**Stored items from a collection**
☆ ☆ ☆ ☆

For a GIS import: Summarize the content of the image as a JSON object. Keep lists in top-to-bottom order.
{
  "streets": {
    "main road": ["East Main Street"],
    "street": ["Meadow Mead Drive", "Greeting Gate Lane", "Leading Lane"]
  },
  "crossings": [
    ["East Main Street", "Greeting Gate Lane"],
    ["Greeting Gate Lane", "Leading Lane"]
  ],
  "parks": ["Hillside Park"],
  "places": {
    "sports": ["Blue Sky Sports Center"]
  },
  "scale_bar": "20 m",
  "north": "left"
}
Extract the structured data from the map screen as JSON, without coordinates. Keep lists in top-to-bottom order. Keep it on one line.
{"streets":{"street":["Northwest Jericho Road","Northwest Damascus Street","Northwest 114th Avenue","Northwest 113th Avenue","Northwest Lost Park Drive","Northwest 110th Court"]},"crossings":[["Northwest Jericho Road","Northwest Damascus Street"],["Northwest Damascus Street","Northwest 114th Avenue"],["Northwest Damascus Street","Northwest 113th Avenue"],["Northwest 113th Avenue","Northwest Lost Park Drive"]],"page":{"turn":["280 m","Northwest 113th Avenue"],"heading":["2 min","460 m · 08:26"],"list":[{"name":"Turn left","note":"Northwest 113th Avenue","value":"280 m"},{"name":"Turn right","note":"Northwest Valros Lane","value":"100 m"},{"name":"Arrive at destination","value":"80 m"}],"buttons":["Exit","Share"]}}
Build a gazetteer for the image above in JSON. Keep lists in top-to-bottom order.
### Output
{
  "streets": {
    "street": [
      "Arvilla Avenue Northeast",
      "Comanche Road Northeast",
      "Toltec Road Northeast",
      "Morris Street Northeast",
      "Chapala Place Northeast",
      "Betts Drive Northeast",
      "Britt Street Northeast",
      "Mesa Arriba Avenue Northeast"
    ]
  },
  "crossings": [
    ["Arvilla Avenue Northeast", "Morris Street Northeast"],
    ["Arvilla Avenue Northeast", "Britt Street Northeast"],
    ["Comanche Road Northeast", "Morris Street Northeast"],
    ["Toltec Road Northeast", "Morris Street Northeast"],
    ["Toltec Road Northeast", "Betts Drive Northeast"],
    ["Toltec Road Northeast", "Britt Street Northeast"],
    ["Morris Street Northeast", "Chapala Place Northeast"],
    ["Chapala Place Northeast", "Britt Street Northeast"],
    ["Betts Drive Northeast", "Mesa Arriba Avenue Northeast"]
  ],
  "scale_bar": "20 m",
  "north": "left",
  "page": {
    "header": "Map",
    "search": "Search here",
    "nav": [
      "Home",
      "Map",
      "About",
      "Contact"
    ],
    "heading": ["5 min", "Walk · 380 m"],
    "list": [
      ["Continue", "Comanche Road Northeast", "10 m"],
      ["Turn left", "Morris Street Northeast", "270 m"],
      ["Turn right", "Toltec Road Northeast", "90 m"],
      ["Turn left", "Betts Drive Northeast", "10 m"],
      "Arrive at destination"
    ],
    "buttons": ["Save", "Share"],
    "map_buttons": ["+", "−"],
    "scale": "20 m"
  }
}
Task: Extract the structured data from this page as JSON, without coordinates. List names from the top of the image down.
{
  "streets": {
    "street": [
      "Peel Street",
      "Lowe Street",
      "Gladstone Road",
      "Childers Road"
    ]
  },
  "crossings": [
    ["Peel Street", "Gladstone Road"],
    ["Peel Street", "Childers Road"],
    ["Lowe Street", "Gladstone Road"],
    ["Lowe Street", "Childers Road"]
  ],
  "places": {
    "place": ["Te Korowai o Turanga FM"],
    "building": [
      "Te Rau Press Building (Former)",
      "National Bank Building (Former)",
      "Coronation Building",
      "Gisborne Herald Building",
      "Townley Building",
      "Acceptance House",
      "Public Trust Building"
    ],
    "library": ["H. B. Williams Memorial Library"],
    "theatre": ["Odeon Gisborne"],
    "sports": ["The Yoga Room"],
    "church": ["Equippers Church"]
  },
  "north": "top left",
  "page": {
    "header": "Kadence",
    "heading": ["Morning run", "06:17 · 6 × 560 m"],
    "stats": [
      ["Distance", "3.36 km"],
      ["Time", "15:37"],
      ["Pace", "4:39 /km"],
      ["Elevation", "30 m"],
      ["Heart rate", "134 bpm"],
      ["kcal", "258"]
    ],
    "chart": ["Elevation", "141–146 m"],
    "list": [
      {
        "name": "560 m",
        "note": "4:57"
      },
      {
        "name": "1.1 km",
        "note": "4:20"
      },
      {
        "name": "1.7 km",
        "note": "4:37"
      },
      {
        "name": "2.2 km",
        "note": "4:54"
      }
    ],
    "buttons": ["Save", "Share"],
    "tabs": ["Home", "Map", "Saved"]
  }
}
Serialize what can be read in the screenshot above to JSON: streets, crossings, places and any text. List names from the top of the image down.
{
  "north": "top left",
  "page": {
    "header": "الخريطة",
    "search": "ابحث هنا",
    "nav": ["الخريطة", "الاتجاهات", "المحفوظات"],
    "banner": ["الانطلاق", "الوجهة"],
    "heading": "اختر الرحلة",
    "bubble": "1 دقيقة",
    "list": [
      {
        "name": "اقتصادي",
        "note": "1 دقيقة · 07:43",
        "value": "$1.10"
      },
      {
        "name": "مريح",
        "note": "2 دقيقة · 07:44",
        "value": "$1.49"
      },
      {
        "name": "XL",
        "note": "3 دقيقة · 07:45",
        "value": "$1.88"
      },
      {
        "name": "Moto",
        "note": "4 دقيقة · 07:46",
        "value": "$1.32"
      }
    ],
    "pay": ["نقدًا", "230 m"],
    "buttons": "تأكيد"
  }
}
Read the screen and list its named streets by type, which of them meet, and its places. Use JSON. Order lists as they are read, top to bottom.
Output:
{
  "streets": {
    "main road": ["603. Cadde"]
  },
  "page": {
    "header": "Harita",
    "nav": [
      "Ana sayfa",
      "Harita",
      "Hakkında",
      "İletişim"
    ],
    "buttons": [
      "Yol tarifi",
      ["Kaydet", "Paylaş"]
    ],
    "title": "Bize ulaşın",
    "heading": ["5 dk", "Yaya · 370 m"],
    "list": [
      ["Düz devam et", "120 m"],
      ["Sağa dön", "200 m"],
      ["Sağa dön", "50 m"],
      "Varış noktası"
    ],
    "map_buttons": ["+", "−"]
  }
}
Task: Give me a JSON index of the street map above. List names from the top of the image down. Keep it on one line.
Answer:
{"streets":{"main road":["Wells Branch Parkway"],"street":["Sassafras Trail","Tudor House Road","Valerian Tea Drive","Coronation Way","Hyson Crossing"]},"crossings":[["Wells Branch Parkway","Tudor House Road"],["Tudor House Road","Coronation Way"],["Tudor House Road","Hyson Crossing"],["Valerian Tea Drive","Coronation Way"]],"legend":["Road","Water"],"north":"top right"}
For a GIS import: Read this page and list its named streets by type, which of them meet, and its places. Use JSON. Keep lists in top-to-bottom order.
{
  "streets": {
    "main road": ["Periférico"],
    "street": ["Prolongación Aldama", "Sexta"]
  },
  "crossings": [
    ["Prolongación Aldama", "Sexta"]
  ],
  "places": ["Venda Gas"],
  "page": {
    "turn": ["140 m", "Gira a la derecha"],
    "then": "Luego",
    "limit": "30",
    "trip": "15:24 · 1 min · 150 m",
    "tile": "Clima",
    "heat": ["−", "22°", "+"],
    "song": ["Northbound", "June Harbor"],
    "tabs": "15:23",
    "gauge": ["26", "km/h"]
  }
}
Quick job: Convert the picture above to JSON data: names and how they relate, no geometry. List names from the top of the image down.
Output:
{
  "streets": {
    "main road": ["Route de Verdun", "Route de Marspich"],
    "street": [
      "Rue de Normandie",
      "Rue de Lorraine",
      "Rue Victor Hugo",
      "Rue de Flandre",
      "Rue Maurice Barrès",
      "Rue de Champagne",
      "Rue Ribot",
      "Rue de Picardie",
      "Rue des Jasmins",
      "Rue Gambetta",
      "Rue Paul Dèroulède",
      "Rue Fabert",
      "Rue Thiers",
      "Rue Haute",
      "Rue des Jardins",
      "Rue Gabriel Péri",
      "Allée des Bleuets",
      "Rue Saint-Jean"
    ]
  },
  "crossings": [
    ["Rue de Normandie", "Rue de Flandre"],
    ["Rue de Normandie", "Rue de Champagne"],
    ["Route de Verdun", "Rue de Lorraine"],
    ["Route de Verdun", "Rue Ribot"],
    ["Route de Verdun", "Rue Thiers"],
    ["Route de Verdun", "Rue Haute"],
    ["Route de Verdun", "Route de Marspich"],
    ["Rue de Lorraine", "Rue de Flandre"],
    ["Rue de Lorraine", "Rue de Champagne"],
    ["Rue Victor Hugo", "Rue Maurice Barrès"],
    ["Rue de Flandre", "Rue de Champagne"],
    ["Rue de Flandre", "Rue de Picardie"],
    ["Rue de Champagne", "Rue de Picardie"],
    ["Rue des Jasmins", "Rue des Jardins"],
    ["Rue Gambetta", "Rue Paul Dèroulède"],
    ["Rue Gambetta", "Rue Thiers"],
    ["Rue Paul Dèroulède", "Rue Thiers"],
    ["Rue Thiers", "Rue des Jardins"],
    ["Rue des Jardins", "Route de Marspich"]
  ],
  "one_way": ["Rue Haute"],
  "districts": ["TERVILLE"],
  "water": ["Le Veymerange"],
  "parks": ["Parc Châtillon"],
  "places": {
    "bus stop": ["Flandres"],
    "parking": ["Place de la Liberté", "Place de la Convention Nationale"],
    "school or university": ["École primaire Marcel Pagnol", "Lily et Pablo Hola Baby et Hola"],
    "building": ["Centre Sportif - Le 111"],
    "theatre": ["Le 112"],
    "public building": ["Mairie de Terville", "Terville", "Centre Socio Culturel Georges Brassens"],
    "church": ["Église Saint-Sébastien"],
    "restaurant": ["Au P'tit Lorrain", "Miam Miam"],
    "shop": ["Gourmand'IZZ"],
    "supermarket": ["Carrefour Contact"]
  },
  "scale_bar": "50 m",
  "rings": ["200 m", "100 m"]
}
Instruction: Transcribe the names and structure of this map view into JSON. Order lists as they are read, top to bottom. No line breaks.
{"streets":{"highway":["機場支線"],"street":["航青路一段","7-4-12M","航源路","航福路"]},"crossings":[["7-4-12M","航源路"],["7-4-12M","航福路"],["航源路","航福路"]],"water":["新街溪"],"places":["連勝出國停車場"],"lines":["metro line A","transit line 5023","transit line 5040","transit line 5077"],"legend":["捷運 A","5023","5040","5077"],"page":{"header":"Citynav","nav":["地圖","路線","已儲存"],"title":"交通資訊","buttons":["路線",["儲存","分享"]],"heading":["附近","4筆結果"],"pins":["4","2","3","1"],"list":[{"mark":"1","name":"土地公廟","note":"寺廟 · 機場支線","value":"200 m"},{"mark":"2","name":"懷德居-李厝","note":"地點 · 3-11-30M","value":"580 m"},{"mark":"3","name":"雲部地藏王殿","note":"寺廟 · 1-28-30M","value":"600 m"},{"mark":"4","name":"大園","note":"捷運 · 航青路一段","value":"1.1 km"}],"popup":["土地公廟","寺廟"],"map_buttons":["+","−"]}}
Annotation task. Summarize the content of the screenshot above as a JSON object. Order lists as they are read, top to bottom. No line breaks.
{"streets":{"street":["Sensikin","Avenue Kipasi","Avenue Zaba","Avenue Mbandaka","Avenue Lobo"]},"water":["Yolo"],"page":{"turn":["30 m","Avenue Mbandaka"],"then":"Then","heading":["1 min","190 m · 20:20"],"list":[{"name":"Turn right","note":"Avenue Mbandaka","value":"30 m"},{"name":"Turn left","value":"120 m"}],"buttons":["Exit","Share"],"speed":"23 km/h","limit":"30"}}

☆ ☆ ☆ ☆

Take the lines from the first line of the records through the line holding "Build a gazetteer", both included, and please reproduce them exactly with nothing added.

For a GIS import: Summarize the content of the image as a JSON object. Keep lists in top-to-bottom order.
{
  "streets": {
    "main road": ["East Main Street"],
    "street": ["Meadow Mead Drive", "Greeting Gate Lane", "Leading Lane"]
  },
  "crossings": [
    ["East Main Street", "Greeting Gate Lane"],
    ["Greeting Gate Lane", "Leading Lane"]
  ],
  "parks": ["Hillside Park"],
  "places": {
    "sports": ["Blue Sky Sports Center"]
  },
  "scale_bar": "20 m",
  "north": "left"
}
Extract the structured data from the map screen as JSON, without coordinates. Keep lists in top-to-bottom order. Keep it on one line.
{"streets":{"street":["Northwest Jericho Road","Northwest Damascus Street","Northwest 114th Avenue","Northwest 113th Avenue","Northwest Lost Park Drive","Northwest 110th Court"]},"crossings":[["Northwest Jericho Road","Northwest Damascus Street"],["Northwest Damascus Street","Northwest 114th Avenue"],["Northwest Damascus Street","Northwest 113th Avenue"],["Northwest 113th Avenue","Northwest Lost Park Drive"]],"page":{"turn":["280 m","Northwest 113th Avenue"],"heading":["2 min","460 m · 08:26"],"list":[{"name":"Turn left","note":"Northwest 113th Avenue","value":"280 m"},{"name":"Turn right","note":"Northwest Valros Lane","value":"100 m"},{"name":"Arrive at destination","value":"80 m"}],"buttons":["Exit","Share"]}}
Build a gazetteer for the image above in JSON. Keep lists in top-to-bottom order.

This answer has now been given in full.